At the junction of the short arm 62 and a long arm 70 of the L-shaped member is a central connection point 72, where the L-shaped member 60 is hingedly coupled to the hinge mount shaft 46 via a hinge pin 74. The central connection point 72 and the hinge pin 74 are located at the junction of the longitudinal axes 26 and 28. However, it will be appreciated that alternatively the central connection point 72 and the hinge pin 74 may be located other than at the juncture of the axes 26 and 28, if desired. The long arm 70 attaches the L-shaped member 60 to a nose shell 78. As illustrated, the long arm 70 is along the nose longitudinal axis 26. However, it will be appreciated that other couplings may alternatively be used between connection points of the nose and an outer body or nose shell of the nose.

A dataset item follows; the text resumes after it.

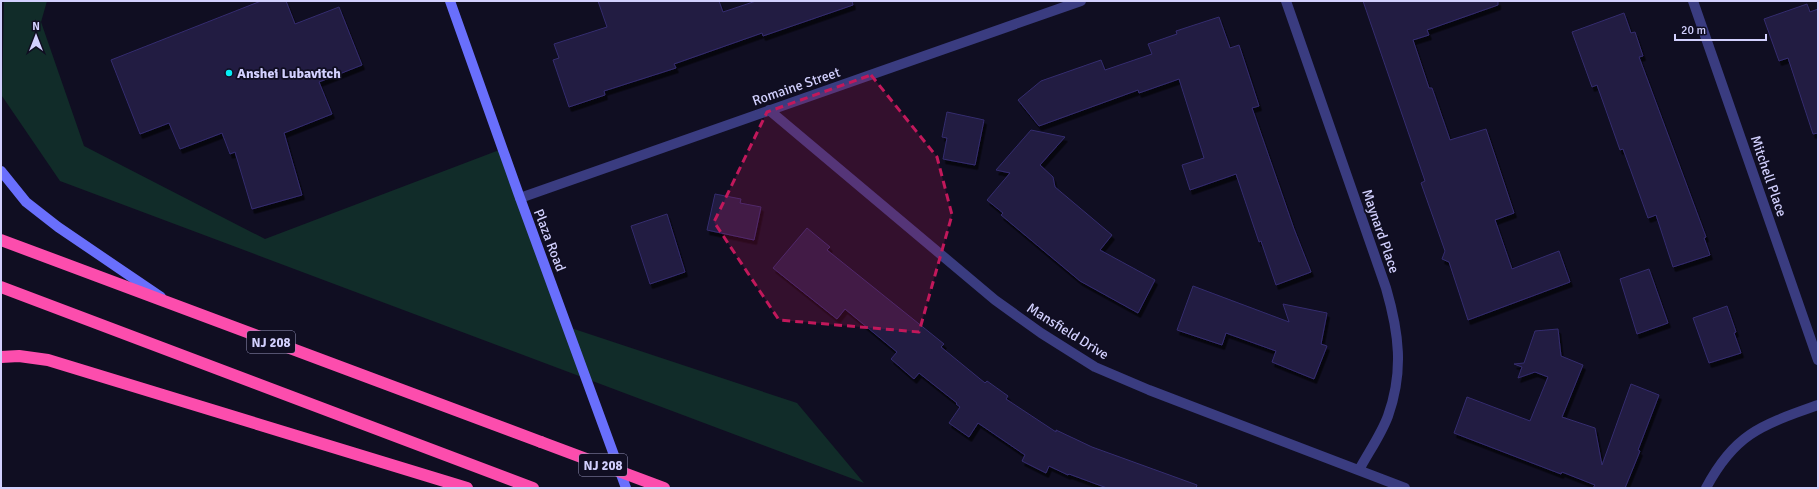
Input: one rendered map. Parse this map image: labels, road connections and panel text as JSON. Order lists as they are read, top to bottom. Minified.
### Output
{"streets":{"highway":["NJ 208"],"street":["Romaine Street","Mitchell Place","Maynard Place","Plaza Road","Mansfield Drive"]},"crossings":[["Romaine Street","Plaza Road"],["Romaine Street","Mansfield Drive"],["Maynard Place","Mansfield Drive"]],"places":["Anshei Lubavitch"],"scale_bar":"20 m","north":"top"}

The tilt actuator 20 operates as follows to control the angle α of deflection between the longitudinal axes 26 and 28. Operation of the motor 30 causes rotation of the lead screw 32, which in turn causes translation of the lead nut 38 along the lead screw. Translation of the lead nut 38 causes corresponding movement of the end 56 of the nut-nose link 54, via their coupling at the hinged nut connection 58. This in turn initiates movement of one end of the short arm 62 of the L-shaped member 60, the link 54 and the short arm being coupled at the offset connection point 68 of the short arm 62 via the hinged nose connection 66. The hinge mount shaft 46 is unmoved by the above actions, the lead nut 38 slidably moving along the surface of the central bore 44 of the hinge mount shaft. Since the hinge mount shaft 46 is unmoved by actuation of the tilt actuator 20, the hinge pin 74 likewise does not move, and the central connection point 72 therefore acts as a pivot point for rotation of the nose 14 relative to the body 12. Movement of the offset connection point 68 thereby changes the angle a between the longitudinal axes 26 and 28, effecting tilting or deflecting of the nose 14 relative to the body 12.

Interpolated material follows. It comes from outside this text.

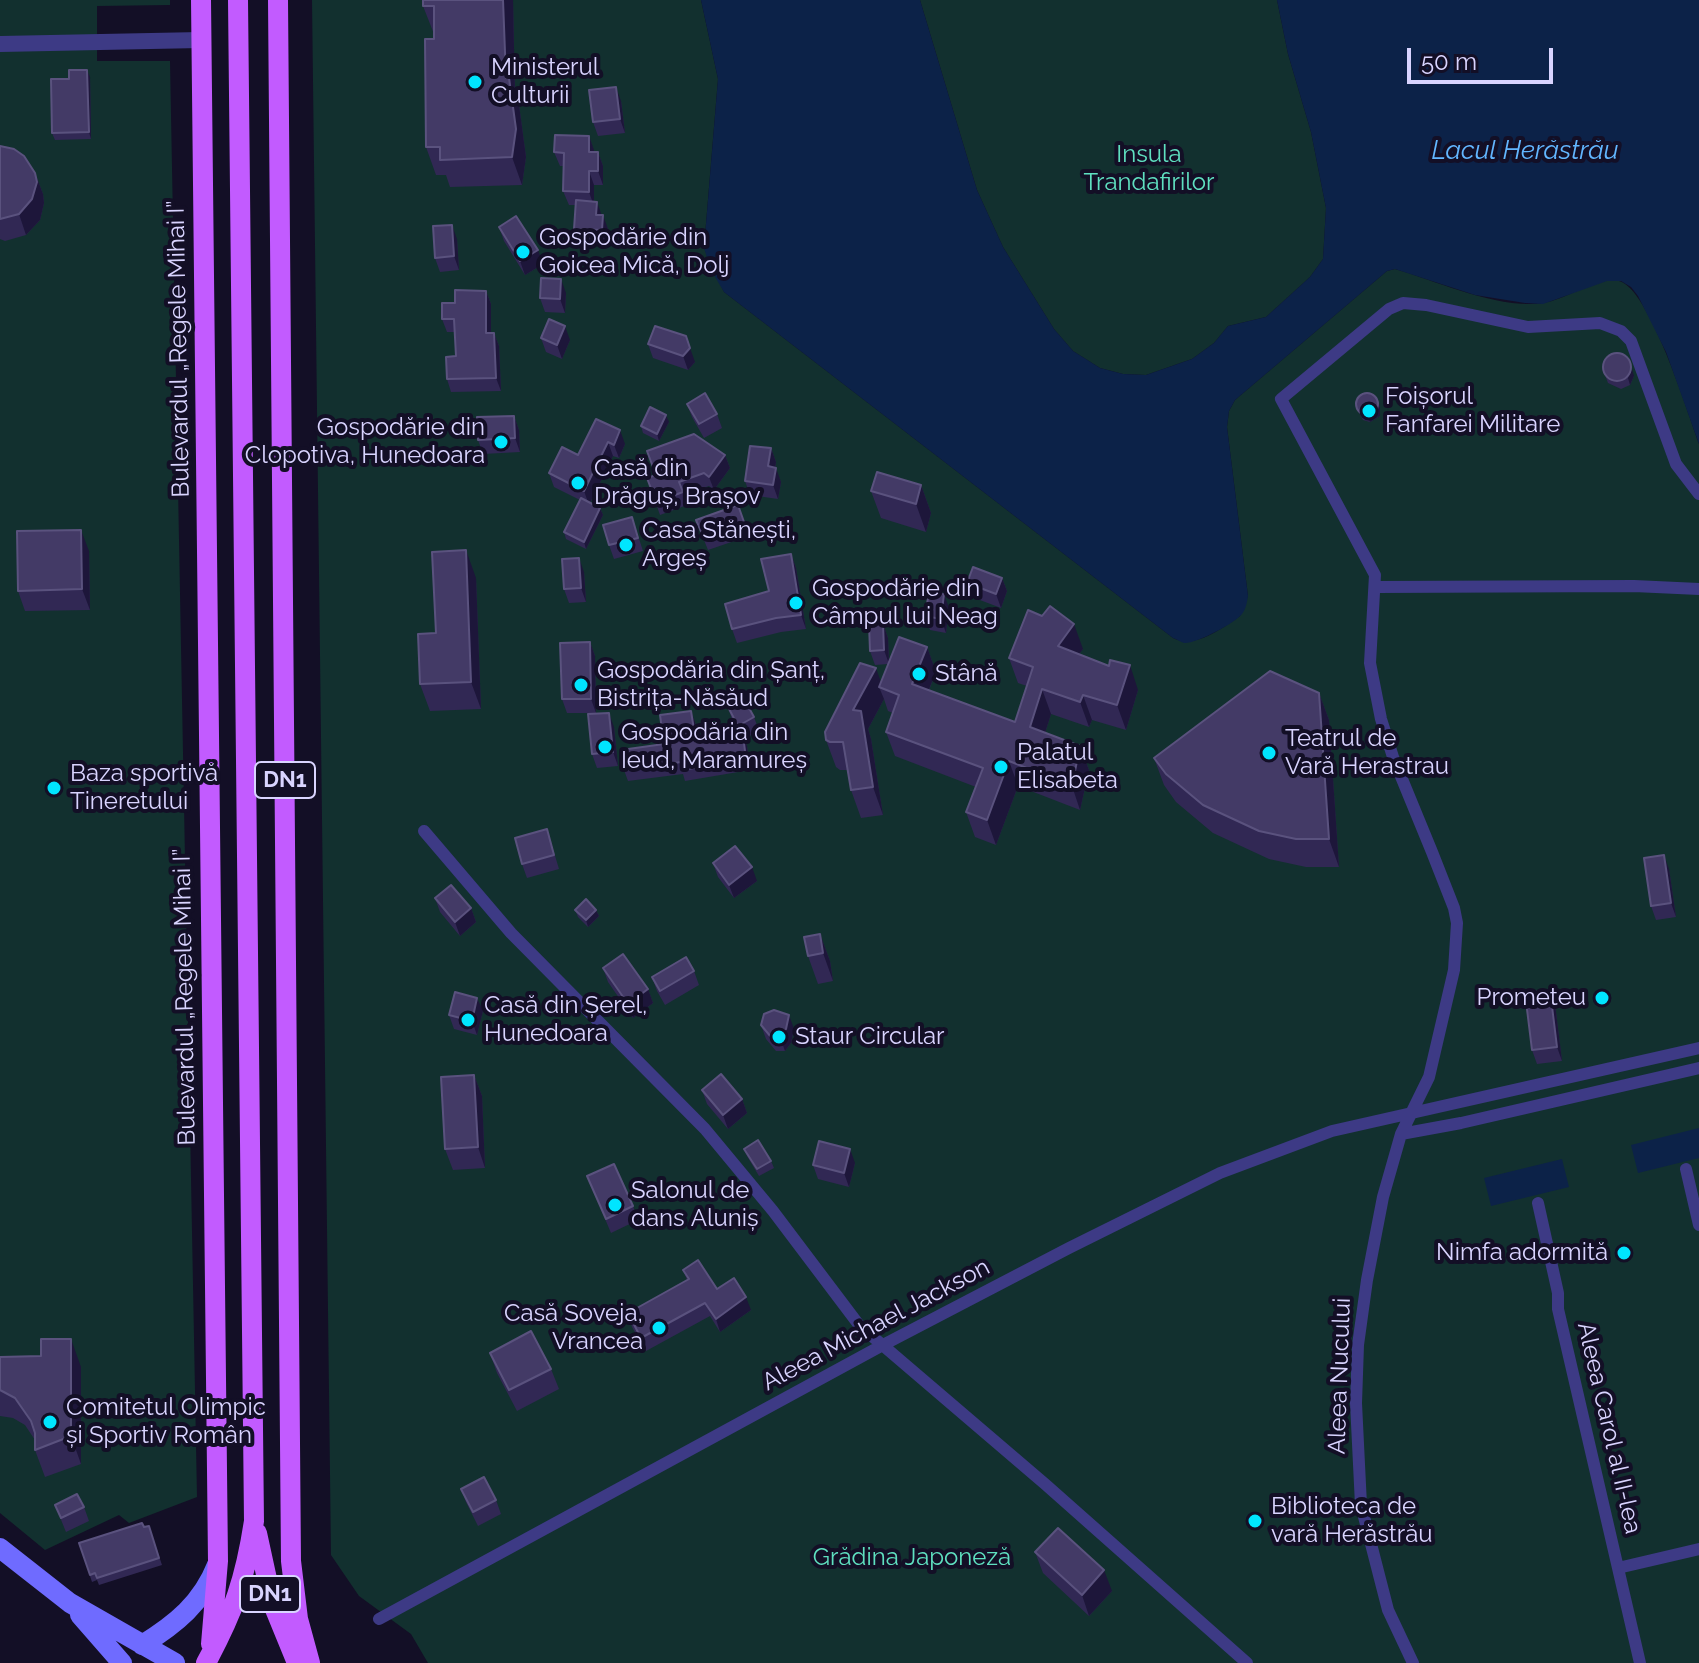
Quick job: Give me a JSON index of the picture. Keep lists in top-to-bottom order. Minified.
{"streets":{"main road":["Bulevardul „Regele Mihai I”","DN1"],"street":["Aleea Michael Jackson","Aleea Nucului","Aleea Carol al II-lea"]},"crossings":[["Aleea Michael Jackson","Aleea Nucului"]],"water":["Lacul Herăstrău"],"parks":["Insula Trandafirilor","Grădina Japoneză"],"places":["Ministerul Culturii","Gospodărie din Goicea Mică, Dolj","Foișorul Fanfarei Militare","Gospodărie din Clopotiva, Hunedoara","Casă din Drăguș, Brașov","Casa Stănești, Argeș","Gospodărie din Câmpul lui Neag","Stână","Gospodăria din Șanț, Bistrița-Năsăud","Gospodăria din Ieud, Maramureș","Teatrul de Vară Herastrau","Palatul Elisabeta","Baza sportivă Tineretului","Prometeu","Casă din Șerel, Hunedoara","Staur Circular","Salonul de dans Aluniș","Nimfa adormită","Casă Soveja, Vrancea","Comitetul Olimpic și Sportiv Român","Biblioteca de vară Herăstrău"],"scale_bar":"50 m"}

A stop 80 is provided on the lead screw 32 opposite the motor 30. The stop 80 limits travel of the lead nut 38, and may be fixedly attached to the lead screw or may alternatively be otherwise suitably coupled to the lead screw.
It will be appreciated that many variants of the above-described design may alternatively be employed. For example, as noted above, the central connection point 72 may be other than at the junction of the longitudinal axes 26 and 28, if desired. The central connection point 72 and the offset connection point 68 may be parts of separate structures attached to the nose shell 78, rather than being holes in a single member such as the L-shaped member 60. A variety of suitable rotary actuation devices may be employed in place of the motor 30, and the motor 30 may have any of a wide variety of suitable, well-known designs and/or configurations. The linkage between the motor 30 and the connection points 68 and 72 of the nose 14 may alternatively be other than as shown. It will further be appreciated that the translatable member may be translated by other suitable means, for example by coupling the translatable member to a fluid actuator. It will be appreciated as well that many alternative types of linkages may be provided between the translatable member and the nose for deflecting the nose longitudinal axis 26 relative to the body longitudinal axis 28. For example, the linkages may involve couplings utilizing various suitable combinations of gears, belts, translating members, and/or rotating members.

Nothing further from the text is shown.